• **Stored items**:

* * * * * * *

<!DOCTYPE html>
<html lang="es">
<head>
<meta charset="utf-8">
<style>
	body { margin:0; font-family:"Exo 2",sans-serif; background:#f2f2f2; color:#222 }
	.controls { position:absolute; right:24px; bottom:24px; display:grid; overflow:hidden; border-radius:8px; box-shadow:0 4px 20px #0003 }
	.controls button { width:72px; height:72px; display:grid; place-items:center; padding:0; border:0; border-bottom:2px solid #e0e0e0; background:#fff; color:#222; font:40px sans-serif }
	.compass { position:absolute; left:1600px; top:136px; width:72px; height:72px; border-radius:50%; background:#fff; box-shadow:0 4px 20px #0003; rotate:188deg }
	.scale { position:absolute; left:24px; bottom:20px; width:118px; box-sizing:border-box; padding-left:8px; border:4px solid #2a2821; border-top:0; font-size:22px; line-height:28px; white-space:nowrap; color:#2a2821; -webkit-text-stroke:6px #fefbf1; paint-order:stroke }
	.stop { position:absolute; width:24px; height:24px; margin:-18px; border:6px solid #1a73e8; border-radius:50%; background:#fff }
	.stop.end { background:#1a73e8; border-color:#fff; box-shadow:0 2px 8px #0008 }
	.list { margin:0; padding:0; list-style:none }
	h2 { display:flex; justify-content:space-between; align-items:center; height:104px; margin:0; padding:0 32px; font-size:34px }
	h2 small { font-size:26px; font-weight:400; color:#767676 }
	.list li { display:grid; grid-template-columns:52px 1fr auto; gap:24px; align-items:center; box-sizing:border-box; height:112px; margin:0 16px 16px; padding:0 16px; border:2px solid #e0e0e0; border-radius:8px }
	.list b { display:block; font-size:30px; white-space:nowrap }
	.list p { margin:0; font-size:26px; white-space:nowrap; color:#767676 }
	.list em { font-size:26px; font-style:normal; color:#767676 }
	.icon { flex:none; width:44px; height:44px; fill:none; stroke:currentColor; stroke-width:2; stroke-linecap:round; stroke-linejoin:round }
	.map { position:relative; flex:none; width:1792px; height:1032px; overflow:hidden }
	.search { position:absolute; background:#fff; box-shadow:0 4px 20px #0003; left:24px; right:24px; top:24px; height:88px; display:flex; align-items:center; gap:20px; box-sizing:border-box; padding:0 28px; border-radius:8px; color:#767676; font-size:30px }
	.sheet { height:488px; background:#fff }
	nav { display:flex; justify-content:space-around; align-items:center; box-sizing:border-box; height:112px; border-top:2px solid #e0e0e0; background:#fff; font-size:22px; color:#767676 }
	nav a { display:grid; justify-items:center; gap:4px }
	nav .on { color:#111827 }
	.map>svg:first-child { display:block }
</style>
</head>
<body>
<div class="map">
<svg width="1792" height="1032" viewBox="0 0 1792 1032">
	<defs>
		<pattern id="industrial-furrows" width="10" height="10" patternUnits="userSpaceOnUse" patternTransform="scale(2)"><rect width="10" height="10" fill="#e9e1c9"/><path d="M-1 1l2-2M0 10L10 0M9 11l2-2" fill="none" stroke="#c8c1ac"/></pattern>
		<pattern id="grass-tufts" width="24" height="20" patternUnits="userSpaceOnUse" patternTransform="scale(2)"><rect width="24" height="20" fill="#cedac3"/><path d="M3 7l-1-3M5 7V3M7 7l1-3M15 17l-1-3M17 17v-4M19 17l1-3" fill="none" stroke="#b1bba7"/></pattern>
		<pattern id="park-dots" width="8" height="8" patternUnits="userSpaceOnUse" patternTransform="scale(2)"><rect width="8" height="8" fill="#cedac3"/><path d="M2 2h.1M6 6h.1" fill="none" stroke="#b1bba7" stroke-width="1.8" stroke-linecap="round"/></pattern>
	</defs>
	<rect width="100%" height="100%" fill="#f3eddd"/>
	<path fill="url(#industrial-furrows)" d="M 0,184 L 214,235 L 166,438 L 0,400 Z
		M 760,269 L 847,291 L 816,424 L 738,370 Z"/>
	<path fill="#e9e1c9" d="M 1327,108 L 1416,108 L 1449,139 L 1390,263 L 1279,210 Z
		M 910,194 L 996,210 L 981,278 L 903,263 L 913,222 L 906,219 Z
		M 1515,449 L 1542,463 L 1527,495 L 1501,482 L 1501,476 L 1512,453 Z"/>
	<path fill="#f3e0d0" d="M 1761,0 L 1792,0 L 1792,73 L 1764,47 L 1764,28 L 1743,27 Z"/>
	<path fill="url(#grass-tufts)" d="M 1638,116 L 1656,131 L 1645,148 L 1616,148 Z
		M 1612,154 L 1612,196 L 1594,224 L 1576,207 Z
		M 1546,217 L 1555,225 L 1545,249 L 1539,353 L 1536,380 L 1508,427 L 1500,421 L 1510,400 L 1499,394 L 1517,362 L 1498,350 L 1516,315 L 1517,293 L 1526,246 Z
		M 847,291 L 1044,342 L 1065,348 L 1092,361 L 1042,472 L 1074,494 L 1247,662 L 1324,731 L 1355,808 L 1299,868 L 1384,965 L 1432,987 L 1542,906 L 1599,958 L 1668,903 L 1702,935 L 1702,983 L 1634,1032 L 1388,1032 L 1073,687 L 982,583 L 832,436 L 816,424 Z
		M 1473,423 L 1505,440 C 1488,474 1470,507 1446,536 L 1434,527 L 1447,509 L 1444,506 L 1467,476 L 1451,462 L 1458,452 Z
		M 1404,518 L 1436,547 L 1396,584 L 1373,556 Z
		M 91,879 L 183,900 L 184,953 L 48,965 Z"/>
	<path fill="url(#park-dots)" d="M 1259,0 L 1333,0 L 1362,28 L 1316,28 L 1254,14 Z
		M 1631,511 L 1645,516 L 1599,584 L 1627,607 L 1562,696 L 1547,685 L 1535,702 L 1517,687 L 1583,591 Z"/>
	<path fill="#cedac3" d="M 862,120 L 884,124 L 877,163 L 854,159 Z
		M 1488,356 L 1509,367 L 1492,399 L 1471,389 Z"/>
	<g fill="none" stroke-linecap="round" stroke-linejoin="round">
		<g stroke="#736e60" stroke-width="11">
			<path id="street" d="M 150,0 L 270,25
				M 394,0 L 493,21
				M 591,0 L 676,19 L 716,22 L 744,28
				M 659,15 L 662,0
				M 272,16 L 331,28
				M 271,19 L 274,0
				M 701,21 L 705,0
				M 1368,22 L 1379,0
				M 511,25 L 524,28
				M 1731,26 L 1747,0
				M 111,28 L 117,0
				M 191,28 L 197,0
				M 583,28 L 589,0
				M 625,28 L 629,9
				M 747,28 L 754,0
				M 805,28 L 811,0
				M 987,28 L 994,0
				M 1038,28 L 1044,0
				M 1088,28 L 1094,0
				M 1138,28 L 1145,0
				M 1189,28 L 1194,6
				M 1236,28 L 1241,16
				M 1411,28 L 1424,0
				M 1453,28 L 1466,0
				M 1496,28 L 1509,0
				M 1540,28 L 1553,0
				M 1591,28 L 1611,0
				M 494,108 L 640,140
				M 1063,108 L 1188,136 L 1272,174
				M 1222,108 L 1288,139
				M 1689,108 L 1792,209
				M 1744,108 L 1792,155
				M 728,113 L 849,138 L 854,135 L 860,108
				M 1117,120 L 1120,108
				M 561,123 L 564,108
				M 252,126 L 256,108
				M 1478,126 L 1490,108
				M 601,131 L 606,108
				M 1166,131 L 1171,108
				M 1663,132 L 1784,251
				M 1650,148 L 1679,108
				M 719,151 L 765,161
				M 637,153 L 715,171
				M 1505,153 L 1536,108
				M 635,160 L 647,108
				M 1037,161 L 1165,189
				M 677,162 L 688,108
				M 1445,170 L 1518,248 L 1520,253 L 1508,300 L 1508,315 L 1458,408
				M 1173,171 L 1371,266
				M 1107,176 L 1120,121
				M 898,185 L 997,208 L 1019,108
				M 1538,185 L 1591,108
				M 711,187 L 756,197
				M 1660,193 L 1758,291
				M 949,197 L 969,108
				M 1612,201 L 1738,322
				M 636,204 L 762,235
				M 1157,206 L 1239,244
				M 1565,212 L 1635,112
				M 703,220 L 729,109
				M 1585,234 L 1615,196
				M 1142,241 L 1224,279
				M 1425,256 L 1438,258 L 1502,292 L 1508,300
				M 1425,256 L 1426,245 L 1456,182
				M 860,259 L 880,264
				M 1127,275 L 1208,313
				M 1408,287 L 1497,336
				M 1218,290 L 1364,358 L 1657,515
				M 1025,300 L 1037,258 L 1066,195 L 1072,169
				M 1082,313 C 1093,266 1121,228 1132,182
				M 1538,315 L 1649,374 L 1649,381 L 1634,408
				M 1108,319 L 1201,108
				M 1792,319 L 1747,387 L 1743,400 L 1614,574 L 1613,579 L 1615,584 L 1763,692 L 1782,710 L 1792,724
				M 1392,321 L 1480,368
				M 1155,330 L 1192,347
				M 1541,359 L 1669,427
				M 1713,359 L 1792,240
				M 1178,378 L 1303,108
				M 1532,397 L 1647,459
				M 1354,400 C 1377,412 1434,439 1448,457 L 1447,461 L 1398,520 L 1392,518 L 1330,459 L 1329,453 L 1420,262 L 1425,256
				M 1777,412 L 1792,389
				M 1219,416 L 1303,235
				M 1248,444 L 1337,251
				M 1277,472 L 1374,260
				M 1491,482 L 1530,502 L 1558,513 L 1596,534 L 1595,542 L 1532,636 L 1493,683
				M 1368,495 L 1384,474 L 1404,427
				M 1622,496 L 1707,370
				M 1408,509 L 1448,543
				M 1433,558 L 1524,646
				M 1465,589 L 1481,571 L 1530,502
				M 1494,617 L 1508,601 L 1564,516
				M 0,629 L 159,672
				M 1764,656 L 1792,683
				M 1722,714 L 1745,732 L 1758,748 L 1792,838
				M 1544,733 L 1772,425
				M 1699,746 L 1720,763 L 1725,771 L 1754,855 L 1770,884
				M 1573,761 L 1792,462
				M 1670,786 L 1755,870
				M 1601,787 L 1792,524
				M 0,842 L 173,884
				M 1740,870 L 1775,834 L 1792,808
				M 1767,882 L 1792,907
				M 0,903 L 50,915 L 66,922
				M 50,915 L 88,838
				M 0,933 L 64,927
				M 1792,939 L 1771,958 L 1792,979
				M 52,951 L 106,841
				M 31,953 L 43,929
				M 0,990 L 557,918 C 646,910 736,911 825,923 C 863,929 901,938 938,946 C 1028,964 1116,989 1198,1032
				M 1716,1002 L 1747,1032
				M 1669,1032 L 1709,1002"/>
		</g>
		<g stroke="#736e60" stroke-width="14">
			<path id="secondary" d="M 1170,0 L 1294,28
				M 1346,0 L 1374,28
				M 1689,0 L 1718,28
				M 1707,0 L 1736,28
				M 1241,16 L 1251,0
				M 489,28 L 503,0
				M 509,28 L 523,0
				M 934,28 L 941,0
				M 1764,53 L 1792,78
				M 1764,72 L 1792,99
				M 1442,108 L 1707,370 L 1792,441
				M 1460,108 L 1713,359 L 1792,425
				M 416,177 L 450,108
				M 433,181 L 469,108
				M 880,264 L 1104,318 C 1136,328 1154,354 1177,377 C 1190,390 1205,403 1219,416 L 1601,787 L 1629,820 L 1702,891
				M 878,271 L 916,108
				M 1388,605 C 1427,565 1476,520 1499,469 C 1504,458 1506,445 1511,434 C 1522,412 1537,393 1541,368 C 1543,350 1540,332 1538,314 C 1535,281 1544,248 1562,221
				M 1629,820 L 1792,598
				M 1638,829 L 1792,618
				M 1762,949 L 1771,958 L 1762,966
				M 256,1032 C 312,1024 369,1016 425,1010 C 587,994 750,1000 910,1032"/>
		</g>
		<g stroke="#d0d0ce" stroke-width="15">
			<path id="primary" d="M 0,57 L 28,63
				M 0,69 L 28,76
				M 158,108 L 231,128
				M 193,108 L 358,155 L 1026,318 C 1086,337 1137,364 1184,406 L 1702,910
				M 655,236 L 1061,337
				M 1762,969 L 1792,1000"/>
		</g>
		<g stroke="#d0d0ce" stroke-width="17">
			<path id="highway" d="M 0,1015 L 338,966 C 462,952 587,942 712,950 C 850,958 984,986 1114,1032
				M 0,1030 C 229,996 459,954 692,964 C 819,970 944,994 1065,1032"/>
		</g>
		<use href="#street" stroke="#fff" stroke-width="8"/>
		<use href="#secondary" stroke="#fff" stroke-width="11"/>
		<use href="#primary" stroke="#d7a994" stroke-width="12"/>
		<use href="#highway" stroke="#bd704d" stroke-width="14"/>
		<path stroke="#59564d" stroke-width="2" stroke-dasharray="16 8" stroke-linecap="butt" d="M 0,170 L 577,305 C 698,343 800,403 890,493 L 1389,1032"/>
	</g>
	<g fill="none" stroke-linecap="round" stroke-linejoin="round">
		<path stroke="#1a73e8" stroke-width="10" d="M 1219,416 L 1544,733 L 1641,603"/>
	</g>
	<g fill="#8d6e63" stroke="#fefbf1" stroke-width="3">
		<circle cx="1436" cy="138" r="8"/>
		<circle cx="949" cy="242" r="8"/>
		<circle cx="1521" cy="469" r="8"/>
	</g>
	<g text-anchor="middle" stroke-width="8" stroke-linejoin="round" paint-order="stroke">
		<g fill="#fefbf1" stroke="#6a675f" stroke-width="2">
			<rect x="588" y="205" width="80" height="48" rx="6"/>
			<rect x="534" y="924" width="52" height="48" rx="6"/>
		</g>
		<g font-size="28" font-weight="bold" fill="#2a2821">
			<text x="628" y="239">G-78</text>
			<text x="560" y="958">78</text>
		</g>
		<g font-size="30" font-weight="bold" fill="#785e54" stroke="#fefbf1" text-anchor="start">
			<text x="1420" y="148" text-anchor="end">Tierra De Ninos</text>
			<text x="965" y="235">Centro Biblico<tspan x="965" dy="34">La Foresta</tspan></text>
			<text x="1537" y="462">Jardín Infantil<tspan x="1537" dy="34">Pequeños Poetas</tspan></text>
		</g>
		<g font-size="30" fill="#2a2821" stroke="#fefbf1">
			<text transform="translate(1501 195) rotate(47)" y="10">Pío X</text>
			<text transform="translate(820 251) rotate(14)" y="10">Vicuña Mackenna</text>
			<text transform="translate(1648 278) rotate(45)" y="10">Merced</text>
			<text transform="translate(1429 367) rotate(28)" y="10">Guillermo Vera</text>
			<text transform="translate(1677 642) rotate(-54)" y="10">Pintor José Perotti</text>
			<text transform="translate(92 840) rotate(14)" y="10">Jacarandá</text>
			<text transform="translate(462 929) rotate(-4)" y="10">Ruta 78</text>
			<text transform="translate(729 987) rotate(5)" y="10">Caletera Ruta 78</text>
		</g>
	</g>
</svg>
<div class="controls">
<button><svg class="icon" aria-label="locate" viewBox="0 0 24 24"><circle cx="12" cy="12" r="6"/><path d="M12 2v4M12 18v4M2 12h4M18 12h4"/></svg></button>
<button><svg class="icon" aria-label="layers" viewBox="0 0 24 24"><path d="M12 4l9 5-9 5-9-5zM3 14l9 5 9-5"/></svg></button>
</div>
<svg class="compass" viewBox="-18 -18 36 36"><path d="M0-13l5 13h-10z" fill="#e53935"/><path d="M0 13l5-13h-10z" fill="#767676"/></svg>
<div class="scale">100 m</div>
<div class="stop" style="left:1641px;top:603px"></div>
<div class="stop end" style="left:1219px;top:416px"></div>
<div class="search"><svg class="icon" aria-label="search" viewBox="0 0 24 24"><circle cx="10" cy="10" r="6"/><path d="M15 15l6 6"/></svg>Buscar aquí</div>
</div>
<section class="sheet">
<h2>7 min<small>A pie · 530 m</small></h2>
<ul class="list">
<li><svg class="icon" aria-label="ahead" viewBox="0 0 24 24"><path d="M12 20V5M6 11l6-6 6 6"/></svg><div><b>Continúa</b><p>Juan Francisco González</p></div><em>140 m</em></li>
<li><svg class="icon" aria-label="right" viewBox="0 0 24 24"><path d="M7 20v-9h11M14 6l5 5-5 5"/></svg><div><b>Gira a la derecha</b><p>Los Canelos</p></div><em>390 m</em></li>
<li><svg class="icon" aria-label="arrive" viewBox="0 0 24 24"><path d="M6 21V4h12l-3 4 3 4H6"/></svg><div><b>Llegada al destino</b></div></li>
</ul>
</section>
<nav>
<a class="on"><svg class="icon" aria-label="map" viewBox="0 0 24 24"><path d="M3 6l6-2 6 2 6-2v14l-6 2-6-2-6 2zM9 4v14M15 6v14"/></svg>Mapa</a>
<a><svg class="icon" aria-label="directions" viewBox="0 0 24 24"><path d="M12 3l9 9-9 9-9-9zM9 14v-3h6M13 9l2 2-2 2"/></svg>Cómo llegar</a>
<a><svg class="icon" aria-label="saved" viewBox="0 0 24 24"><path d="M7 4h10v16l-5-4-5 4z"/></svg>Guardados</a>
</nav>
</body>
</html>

* * * * * * *

• **Exercise details**:
Display each line of the data where "linejoin" occurs.

• **Your solution**:
	.icon { flex:none; width:44px; height:44px; fill:none; stroke:currentColor; stroke-width:2; stroke-linecap:round; stroke-linejoin:round }
	<g fill="none" stroke-linecap="round" stroke-linejoin="round">
	<g fill="none" stroke-linecap="round" stroke-linejoin="round">
	<g text-anchor="middle" stroke-width="8" stroke-linejoin="round" paint-order="stroke">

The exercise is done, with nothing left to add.